Task item:
Where the records below have a line with "from", that line is to be copied.

Excerpted records:
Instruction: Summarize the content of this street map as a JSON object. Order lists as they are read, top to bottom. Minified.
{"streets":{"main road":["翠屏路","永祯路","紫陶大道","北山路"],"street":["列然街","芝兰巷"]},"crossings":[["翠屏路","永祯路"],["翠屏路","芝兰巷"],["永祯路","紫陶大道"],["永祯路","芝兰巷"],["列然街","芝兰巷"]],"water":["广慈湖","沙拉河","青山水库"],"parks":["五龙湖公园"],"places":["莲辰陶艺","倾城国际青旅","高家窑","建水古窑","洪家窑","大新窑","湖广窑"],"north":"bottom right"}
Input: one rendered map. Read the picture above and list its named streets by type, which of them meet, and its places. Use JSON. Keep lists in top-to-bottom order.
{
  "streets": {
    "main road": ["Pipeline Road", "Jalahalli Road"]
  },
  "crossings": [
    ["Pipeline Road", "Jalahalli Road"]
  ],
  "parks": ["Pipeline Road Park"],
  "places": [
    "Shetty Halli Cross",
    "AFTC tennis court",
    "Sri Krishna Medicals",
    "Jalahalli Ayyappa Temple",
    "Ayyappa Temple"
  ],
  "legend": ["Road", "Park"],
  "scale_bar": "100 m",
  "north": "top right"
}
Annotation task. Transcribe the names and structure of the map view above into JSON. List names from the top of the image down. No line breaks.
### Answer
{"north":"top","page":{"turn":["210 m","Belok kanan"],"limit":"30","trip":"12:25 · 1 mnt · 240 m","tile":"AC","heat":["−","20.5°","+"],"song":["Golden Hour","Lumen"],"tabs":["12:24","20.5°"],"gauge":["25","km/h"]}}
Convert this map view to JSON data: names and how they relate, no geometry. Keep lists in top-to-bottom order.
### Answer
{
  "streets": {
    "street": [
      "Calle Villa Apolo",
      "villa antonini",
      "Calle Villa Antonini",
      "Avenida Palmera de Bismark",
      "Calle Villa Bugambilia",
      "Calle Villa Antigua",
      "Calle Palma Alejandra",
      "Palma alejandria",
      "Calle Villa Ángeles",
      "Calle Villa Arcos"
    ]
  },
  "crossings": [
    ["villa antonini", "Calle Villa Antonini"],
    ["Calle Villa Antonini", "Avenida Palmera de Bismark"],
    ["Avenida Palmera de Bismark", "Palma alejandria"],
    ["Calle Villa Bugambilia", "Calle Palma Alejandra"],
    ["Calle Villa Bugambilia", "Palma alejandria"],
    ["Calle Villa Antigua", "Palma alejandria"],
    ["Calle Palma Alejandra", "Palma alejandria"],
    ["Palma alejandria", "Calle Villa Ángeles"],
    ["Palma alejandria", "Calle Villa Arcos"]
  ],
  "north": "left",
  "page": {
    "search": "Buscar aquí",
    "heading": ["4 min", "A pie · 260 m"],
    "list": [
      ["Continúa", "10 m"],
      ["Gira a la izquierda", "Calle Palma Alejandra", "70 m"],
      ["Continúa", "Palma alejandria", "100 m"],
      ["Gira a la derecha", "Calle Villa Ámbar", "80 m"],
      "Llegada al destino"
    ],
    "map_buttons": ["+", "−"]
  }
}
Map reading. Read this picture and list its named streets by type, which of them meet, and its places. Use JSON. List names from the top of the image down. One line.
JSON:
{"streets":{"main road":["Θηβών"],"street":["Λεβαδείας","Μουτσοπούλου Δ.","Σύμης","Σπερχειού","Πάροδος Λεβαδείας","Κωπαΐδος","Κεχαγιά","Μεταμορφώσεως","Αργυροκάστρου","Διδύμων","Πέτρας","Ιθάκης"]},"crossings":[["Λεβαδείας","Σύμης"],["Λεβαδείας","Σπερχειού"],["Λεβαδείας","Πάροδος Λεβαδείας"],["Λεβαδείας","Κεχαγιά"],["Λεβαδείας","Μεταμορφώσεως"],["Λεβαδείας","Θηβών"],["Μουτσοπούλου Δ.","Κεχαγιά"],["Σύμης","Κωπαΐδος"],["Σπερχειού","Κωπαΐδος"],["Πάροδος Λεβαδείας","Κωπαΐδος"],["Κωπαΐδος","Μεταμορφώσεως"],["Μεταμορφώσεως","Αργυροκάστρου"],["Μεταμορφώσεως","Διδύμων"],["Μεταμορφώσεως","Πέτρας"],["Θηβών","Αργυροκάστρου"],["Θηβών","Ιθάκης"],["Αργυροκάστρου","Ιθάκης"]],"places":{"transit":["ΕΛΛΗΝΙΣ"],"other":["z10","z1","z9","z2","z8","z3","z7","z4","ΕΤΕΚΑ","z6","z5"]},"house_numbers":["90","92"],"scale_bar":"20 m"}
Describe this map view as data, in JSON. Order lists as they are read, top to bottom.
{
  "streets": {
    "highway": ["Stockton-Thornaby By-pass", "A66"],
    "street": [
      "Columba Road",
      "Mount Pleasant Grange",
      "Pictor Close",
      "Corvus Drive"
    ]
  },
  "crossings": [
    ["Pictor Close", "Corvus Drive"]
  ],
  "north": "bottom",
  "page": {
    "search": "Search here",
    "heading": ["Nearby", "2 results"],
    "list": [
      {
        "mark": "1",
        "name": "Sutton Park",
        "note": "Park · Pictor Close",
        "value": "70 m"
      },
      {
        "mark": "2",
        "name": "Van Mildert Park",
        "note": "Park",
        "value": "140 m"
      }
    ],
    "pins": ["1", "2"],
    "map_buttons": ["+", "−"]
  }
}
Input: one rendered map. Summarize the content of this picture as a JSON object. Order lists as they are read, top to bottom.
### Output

Solution to this problem:
Annotation task. Transcribe the names and structure of the map view above into JSON. List names from the top of the image down. No line breaks.
Map reading. Read this picture and list its named streets by type, which of them meet, and its places. Use JSON. List names from the top of the image down. One line.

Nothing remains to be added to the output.